Malenfant stood up. In this rather abstract situation he had an impulse to walk around, swing his arms. Embrace his physicality. ‘So what were your goals after that? What are your goals now? You are not biological beings, as we are. We have a drive to reproduce, to support family, friends.’
Yes. A drive that endures in the most hopeless of situations. A drive which ultimately destabilised worlds.
Malenfant grunted. ‘OK. Yet it endures. As it presumably will even in Year Minus One, when the Destroyer will be blazing in the sky. Well, it gives us something to do. But you . . .’
We have no drive to reproduce, Malenfant. To expand. Not for the sake of it – not unless there is some goal.
‘Why would you not want new minds among you?

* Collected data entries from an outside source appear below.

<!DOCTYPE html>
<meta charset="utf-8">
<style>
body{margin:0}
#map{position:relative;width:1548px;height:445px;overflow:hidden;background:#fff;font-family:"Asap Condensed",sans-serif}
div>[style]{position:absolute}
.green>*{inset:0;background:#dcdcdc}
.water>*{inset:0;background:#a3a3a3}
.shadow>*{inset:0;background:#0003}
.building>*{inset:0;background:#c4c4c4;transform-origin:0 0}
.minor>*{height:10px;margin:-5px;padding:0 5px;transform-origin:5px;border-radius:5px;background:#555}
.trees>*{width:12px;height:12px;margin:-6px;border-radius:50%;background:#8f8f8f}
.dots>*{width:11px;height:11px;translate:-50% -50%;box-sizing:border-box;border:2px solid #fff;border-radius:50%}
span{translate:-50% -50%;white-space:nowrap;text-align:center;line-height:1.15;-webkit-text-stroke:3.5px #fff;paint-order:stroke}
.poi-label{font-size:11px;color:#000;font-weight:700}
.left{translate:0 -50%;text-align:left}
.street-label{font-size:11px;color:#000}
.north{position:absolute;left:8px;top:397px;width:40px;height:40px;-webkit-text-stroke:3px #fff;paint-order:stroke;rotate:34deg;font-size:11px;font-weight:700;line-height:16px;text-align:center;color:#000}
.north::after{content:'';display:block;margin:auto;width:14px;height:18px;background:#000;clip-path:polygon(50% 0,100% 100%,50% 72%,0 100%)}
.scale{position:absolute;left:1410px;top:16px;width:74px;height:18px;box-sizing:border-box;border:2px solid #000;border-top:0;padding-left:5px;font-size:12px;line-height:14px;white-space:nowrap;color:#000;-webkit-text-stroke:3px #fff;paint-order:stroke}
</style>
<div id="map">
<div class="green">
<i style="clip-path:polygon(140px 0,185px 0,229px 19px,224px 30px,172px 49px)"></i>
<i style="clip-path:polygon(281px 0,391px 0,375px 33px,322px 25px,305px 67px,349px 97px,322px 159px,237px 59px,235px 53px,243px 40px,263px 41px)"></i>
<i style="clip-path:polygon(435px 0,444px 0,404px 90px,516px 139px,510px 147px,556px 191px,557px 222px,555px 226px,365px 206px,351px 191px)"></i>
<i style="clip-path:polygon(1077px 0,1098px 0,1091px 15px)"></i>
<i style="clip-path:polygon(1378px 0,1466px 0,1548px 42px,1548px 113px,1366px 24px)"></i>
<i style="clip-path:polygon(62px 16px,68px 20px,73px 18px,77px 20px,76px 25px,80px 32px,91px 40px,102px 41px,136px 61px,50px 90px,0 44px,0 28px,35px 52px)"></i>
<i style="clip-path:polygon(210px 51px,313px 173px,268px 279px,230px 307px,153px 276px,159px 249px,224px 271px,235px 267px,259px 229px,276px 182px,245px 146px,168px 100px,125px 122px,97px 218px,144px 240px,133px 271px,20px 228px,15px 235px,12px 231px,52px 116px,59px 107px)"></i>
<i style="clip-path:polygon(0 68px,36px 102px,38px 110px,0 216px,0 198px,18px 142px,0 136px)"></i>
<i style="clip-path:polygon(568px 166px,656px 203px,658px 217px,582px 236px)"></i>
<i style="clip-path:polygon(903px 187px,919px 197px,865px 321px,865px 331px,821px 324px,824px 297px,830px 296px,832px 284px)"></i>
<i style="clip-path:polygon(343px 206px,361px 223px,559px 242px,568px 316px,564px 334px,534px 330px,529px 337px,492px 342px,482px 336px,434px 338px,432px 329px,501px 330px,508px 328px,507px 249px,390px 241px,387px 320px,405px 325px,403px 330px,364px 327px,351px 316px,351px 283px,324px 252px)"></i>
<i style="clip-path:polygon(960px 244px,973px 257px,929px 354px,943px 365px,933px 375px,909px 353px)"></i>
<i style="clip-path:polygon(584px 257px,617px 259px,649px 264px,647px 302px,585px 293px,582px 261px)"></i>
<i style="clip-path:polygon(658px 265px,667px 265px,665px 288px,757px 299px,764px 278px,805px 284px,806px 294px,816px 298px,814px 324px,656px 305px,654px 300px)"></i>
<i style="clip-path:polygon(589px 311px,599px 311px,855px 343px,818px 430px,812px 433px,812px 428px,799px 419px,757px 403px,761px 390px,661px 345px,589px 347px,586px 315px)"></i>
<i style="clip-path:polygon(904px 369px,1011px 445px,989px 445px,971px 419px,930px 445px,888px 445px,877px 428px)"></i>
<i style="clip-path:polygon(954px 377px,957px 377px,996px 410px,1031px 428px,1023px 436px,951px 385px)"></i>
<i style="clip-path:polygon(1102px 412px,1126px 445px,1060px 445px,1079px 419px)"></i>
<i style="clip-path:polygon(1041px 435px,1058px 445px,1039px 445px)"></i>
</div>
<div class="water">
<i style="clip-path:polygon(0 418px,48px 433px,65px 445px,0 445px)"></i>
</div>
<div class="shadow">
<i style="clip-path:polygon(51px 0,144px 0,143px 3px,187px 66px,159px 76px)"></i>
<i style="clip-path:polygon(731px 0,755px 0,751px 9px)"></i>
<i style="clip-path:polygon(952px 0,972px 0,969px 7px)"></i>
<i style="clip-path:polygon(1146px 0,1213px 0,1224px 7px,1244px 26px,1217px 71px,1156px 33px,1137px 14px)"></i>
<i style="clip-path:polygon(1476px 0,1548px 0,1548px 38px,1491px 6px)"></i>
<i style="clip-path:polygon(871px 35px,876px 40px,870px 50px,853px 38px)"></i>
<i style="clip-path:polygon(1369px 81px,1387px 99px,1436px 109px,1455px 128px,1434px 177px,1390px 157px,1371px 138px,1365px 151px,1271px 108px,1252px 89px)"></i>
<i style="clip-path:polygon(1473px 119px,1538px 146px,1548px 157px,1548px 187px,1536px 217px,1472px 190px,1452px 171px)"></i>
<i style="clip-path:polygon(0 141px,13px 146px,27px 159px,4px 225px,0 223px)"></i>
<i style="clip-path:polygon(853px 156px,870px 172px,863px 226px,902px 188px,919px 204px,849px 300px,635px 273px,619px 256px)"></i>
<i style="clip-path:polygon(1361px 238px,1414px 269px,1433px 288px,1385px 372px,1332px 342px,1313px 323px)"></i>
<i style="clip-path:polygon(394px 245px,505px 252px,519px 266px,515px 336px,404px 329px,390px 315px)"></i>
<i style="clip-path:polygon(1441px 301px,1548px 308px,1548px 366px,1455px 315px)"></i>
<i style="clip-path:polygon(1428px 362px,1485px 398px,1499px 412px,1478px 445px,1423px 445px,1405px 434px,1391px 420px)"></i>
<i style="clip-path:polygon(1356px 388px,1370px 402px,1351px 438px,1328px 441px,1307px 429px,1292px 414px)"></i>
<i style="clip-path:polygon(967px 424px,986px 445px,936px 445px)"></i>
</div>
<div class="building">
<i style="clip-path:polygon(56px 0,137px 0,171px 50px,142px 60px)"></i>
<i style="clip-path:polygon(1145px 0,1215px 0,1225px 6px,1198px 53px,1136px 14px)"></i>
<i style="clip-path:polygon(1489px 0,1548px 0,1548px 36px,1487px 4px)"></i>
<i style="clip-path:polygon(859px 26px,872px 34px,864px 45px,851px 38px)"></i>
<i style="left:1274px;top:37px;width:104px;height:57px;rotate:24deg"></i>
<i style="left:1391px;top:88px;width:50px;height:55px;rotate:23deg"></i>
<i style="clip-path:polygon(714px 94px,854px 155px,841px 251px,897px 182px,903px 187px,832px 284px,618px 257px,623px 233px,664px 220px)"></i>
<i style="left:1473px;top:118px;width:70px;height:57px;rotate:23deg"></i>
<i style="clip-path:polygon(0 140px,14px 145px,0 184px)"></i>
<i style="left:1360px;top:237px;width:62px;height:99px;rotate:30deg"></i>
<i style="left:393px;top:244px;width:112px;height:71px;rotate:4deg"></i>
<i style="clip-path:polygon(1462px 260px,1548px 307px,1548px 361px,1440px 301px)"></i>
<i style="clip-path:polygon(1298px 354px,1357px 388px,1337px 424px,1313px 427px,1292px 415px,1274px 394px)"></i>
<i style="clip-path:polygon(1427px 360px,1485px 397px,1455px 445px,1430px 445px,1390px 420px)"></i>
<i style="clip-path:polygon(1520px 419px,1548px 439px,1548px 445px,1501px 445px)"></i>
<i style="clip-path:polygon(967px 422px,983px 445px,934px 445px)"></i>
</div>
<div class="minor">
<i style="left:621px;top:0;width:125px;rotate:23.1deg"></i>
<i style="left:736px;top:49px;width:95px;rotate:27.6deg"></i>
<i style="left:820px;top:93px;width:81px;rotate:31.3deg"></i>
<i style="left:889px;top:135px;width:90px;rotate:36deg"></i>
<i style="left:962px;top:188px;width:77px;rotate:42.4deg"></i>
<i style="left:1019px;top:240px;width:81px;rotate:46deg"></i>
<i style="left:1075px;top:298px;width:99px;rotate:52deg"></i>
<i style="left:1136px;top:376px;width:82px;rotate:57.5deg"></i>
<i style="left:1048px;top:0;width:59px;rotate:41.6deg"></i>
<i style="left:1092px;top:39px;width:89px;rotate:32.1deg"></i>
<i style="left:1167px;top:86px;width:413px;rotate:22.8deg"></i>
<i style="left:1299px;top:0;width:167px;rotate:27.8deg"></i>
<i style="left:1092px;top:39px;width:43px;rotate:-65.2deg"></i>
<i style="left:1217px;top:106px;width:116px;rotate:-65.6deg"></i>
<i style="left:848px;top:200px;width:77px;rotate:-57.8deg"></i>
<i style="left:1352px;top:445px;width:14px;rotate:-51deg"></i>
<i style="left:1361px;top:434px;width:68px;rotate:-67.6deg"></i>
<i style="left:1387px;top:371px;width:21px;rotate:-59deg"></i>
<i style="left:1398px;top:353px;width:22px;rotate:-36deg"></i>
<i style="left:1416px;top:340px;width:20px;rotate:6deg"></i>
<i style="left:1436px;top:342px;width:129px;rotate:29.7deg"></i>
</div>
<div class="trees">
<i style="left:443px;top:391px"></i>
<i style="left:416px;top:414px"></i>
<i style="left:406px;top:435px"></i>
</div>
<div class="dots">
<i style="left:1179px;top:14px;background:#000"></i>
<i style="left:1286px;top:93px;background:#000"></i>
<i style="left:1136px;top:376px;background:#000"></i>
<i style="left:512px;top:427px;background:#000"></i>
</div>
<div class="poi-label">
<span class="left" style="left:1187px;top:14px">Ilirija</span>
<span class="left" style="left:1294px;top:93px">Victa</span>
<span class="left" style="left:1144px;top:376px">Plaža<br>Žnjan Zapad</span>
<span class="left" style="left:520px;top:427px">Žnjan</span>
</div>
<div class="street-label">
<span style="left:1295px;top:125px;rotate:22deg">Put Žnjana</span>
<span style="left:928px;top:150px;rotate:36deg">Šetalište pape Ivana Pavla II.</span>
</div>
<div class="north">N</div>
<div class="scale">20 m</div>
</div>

Just to shake things up.’
If a cadre of humans had ever attained immortality, Malenfant, you would know the answer to that. Because the young might displace us.
‘. . . I see.’
Our goal is to grow. But – intellectually. To learn more. Our abstracted objective might be expressed as: to learn all things that can be learned, to observe all phenomena, to correlate all meaning.
‘Kleio of the Codex told me as much. Fair enough. It’s a worthy goal – a goal with no end, no termination.’
No intrinsic end, agreed. Unless our awareness, our inner model of the universe, were to merge with the cosmos itself, the one becoming a perfect mirror image of the other.